Making oaths is serious business.
People cast them aside quite often, making promises they don’t intend to keep, going back on their words, lying. It all happens; everyone does it.
When I was young, I lied to my mother. I was about six or seven and I lied about going to the park across the community we lived in, a collection of apartments and town houses in a St. Louis suburb. I lied and said my friends and I hadn’t gone there after she expressly told me not to, lied about seeing the mysterious forest of toys and clothing scraps in the middle of a strange wood around the property, lied about swinging on the swingset and laughing down the slide.
She caught me. My friends ratted me out. I got grounded.
I didn’t enjoy the consequences of lying.
After that day, I did my best not to lie. Not to my parents nor my friends. Lying got me grounded, my books taken away, the things I loved hidden where I couldn’t find them. I developed an intense hatred for liars.
As I grew older, I learned the flexibility of words. I read more and more, learned their meanings, learned about double speak and lying without telling nothing but the truth. I practiced wordplay and punning and the lie in the truth.
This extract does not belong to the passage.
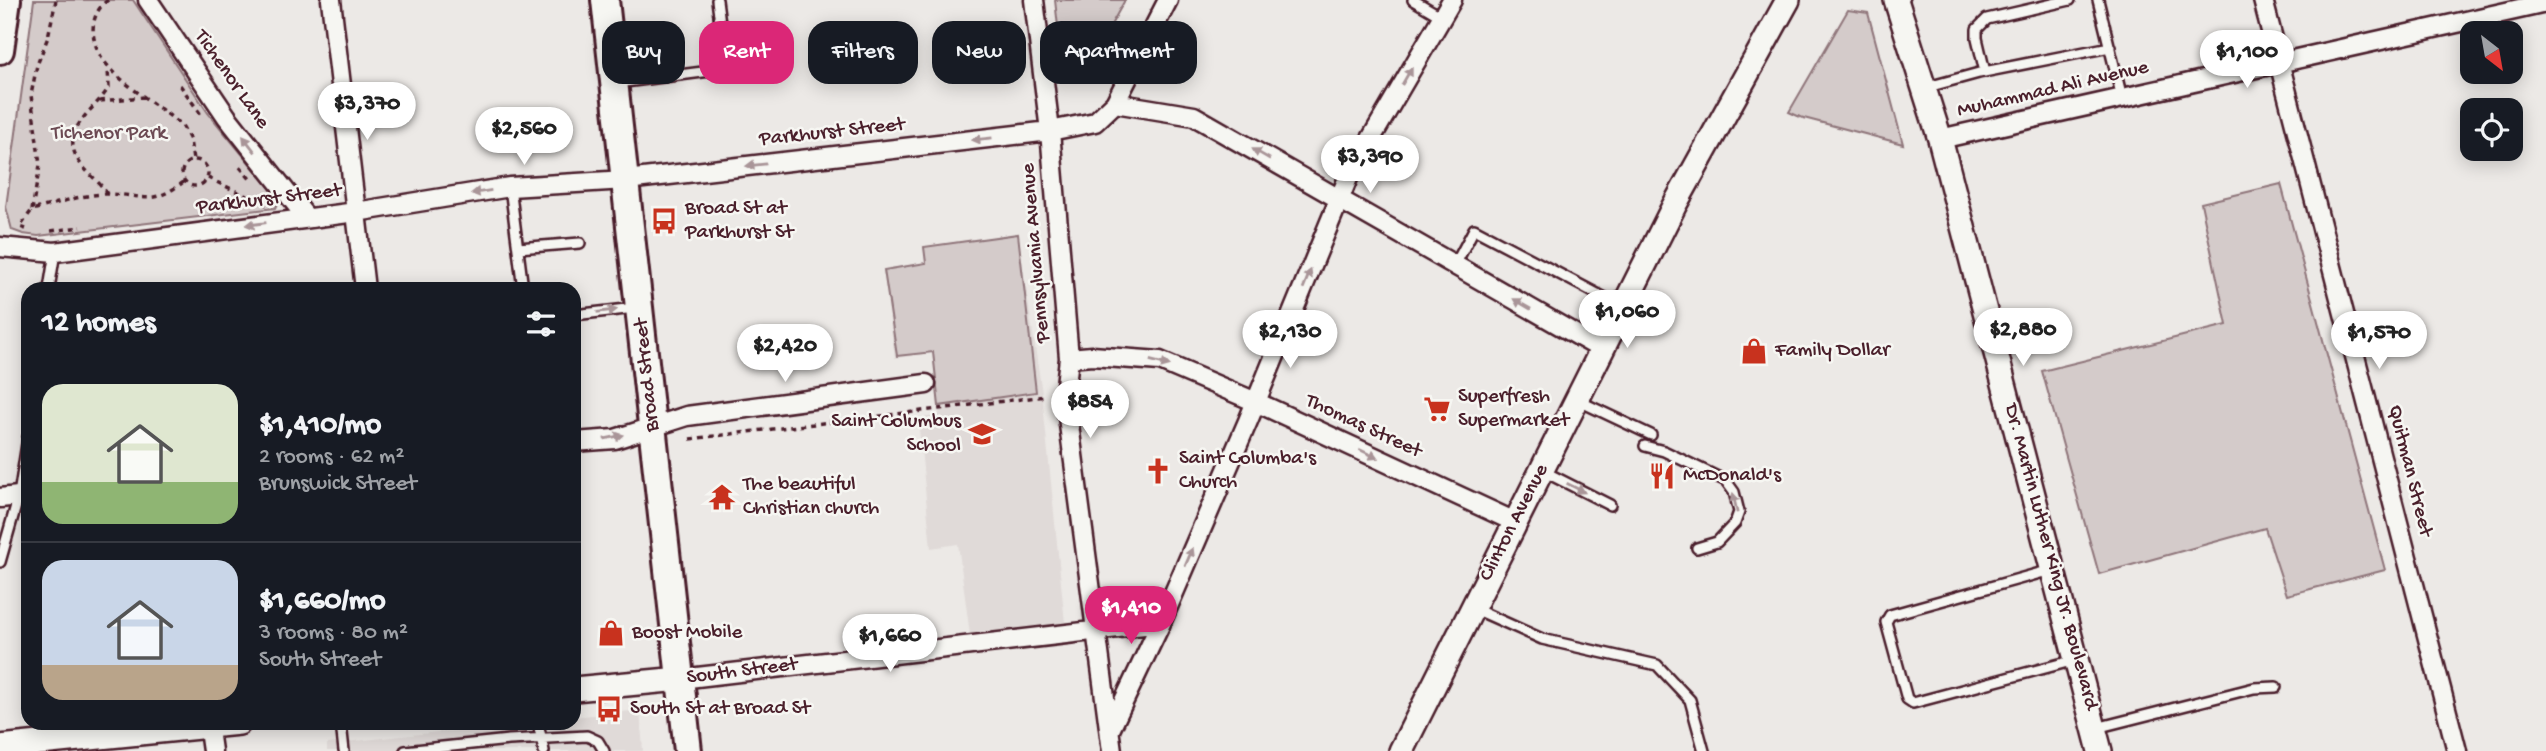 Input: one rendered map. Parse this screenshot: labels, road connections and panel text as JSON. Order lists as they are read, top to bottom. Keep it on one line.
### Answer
{"streets":{"main road":["Broad Street","Clinton Avenue","Dr. Martin Luther King Jr. Boulevard","South Street"],"street":["Tichenor Lane","Muhammad Ali Avenue","Parkhurst Street","Pennsylvania Avenue","Thomas Street","Quitman Street"]},"crossings":[["Tichenor Lane","Parkhurst Street"],["Muhammad Ali Avenue","Quitman Street"],["Muhammad Ali Avenue","Dr. Martin Luther King Jr. Boulevard"],["Parkhurst Street","Pennsylvania Avenue"],["Parkhurst Street","Broad Street"],["Pennsylvania Avenue","Thomas Street"],["Pennsylvania Avenue","South Street"],["Broad Street","South Street"],["Thomas Street","Clinton Avenue"]],"one_way":["Tichenor Lane","Parkhurst Street","Thomas Street"],"parks":["Tichenor Park"],"places":{"bus stop":["Broad St at Parkhurst St","South St at Broad St"],"shop":["Family Dollar","Boost Mobile"],"supermarket":["Superfresh Supermarket"],"school or university":["Saint Columbus School"],"church":["Saint Columba's Church"],"restaurant":["McDonald's"],"temple":["The beautiful Christian church"]},"north":"bottom right","page":{"chip":["Buy","Rent","Filters","New","Apartment"],"price":["$1,100","$3,370","$2,560","$3,390","$1,060","$2,880","$2,130","$1,570","$2,420","$854","$1,410","$1,660"],"heading":"12 homes","list":[{"name":"$1,410/mo","note":"2 rooms · 62 m² · Brunswick Street"},{"name":"$1,660/mo","note":"3 rooms · 80 m² · South Street"}]}}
One of my best was tricking the boy in my Spanish class my sophomore year, telling him that if he did better than I on the next Spanish test, that I would give him five bucks. He didn’t realize that “buck” is another name for a male deer and was quite angry with me the next day after our test when I handed him five very carefully cut out photos of antlered deer.
Words are important to me; always have been. I’ve developed an intense fondness and love for words. Languages feel like wine in the mouth, a rich and complex flavor but bitter until you become accustomed.
I know the power of words.
And that is why I do not oath. Or, at least, I avoid it at all costs. I avoid promises if I can, knowing that if I forget, I’m liable for my words. And I do forget. I forget quite often. Especially lately.
Perhaps that’s why I’m writing this entry now, today.
I made a promise today.
Lately my anxiety has gotten quite bad. My OCD has gone rampant and my panic attacks have gotten to a stage where I can no longer handle them, not on my own. I start therapy on Thursday. I’m scared and I feel alone. I worry if it doesn’t help, or if it does, will it help soon enough. I can see the pain it causes my friends and family and my beloved partner-in-time, my boyfriend, to see my mind slowly abandoning me.
As I walked to the grocery store today to get a few things, I began to feel that familiar urge to scream and the panic building up. And as I chanted my mantra under my breath, the new trigger words that I am trying to coax my brain into calming down, I stopped in the middle of the sidewalk. Tears threatened to fall and I raised my hands to chest level and begged the gods for strength. I begged them for the help to get through the week and next, that I did not want to spend my birthday in a mental ward, to help me get through The Boyfriend’s parents’ visit next week and give me the strength to get through my first session of therapy on Thursday. I swore on my hands, my mind, my body that once I could, I would give weekly offerings, sing their praises, and do anything that I could do for them. And I named them: Persephone, Hekate, Odin, Thor, the Stag Queen, The Morrigan, and my lord and patron Anubis.
I felt a little better after that. I got through my trip (and the return trip since I forgot something important) and got back to my apartment without a freakout, though I felt stressed and nervous and on edge the entire time. But I got through it. And I can get through tomorrow and Thursday and all the way up to next Friday.
I do not oath. Not usually. Not unless it’s important enough to warrant it. And my mind is important enough. Finding the strength to move forward is important enough. My gods are important enough.